The author draws on extensive archival research as well as his own observations; indeed, he literally retraced the likely route of Soto and his army through what is now the American South. As a result, Duncan embroiders and expands upon the biographical narrative with a vast amount of historical detail, ranging from the childhood diseases that Soto survived--”Half of all children born in Renaissance Europe died before the age of 5”--to the Quixote-esque value system of the Spanish warrior caste, known as the hidalgos, to which Soto belonged.

“The name hidalgo literally means ‘son of someone,’ ” Duncan writes, “an indicator of why Soto and his class had no greater aspiration than to be elevated to a status of high nobility, and to receive titles, land, and recognition.”

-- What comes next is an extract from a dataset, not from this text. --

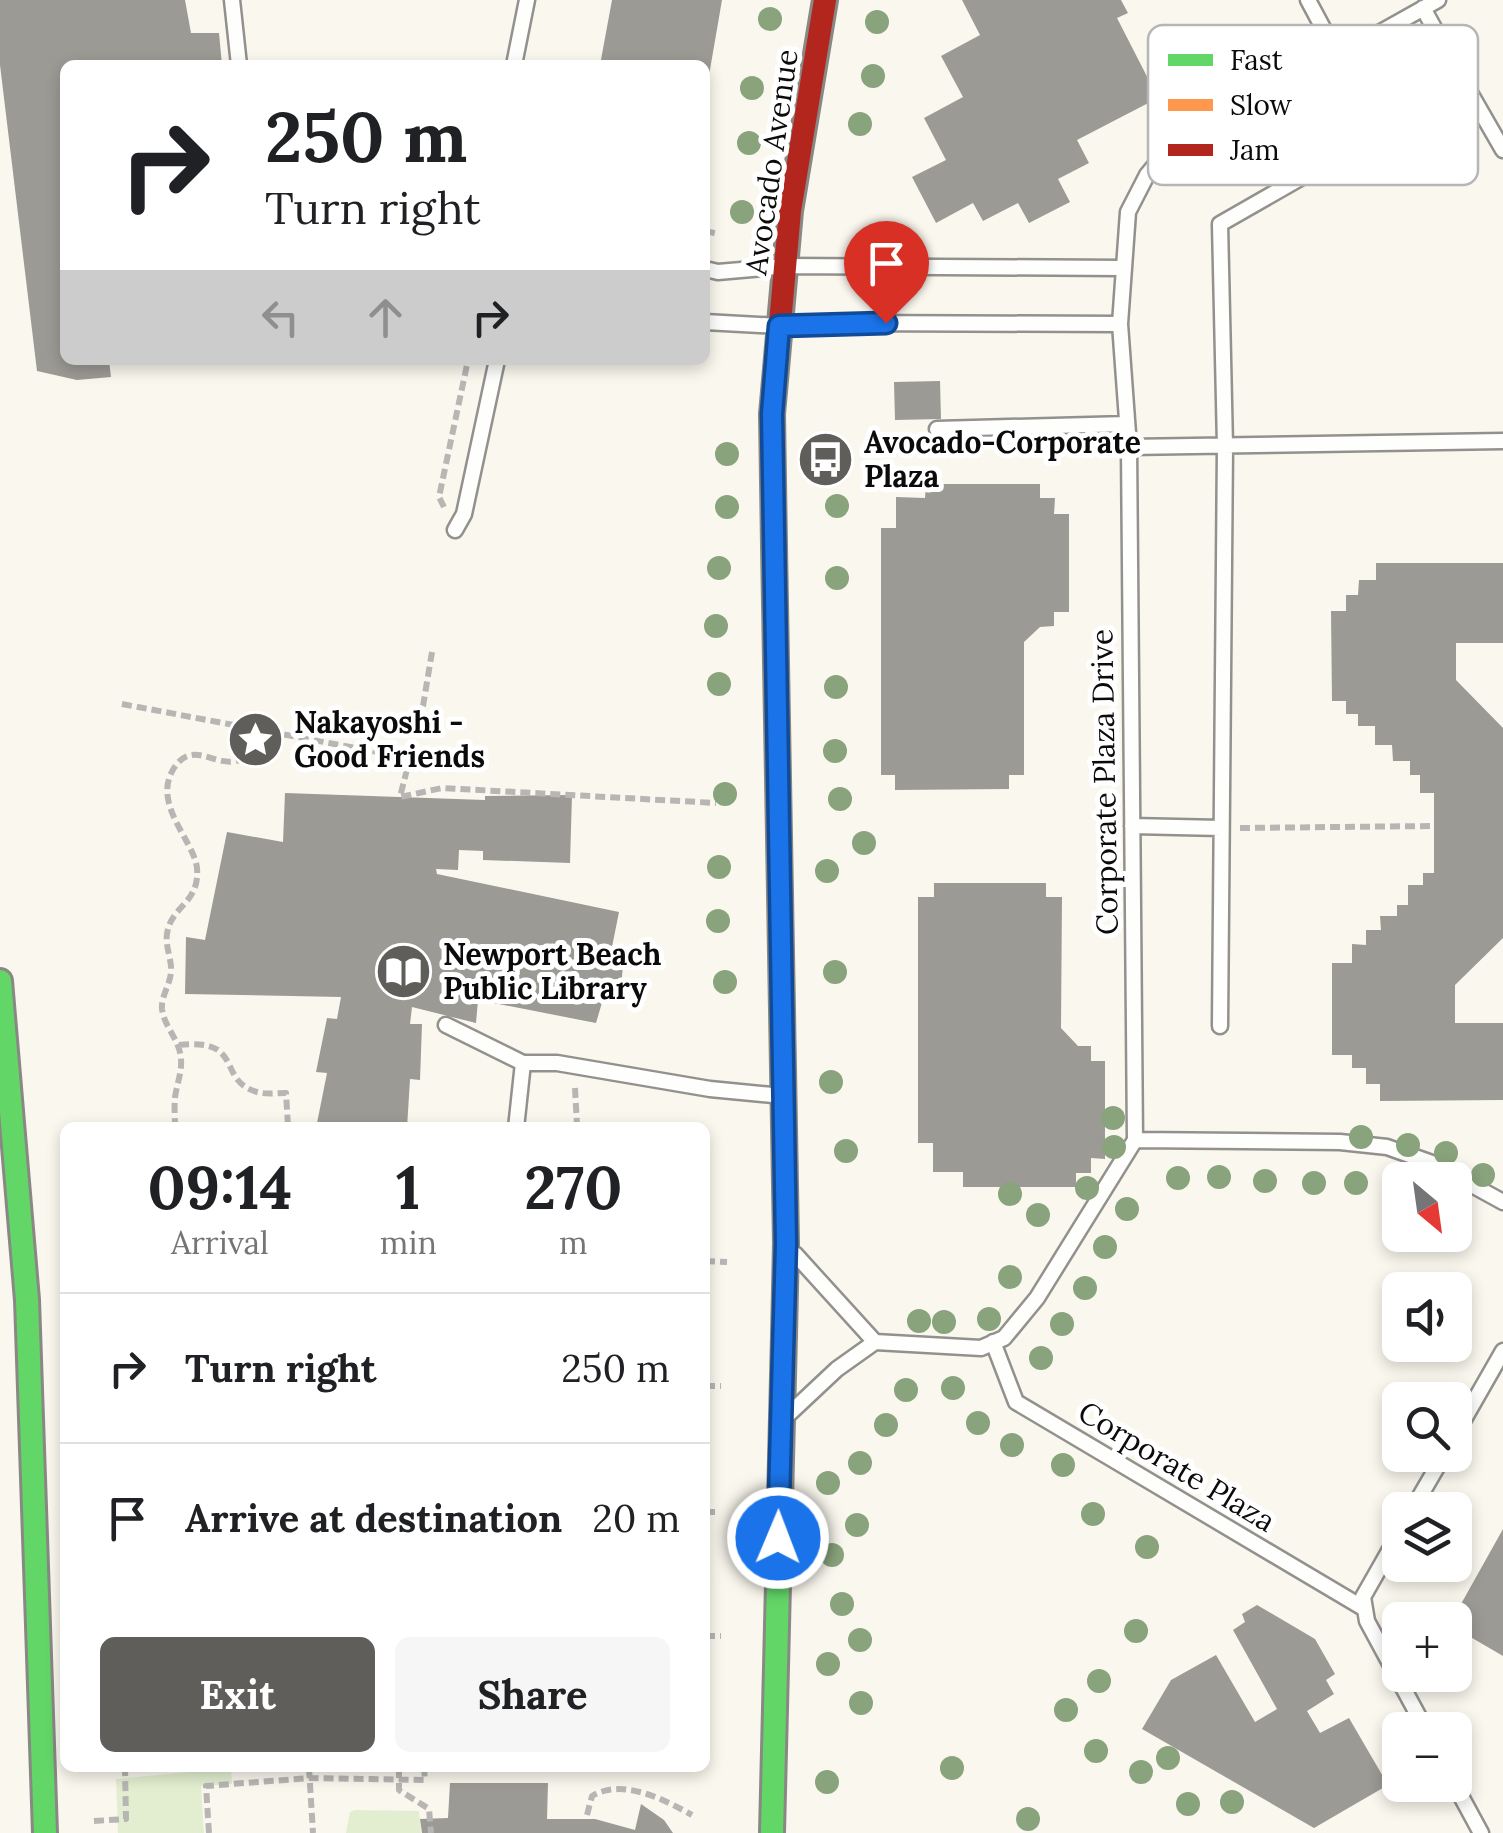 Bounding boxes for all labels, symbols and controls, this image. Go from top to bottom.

Duncan invites us to follow Soto, the knight errant, as he seeks his fortune throughout the Americas. Along the way, we encounter other--and more famous--explorers and conquerors: Balboa, Pizarro, Cortes, Ponce de Leon.

Although Duncan is describing events of immense historical scale and weight, a struggle to the death between two civilizations, he always pauses to describe what was actually happening on the ground. Thus, for example, when Duncan spends an intriguing moment describing the native weaponry that the Spaniards encountered, he notes that the conquistadors were particularly frightened by Indian snipers firing poison-tipped arrows--and he notes that the stone and hardwood clubs wielded in battle by the Indians were “beautifully carved into shapes of jaguars, boars, snakes, spheres and diamonds.”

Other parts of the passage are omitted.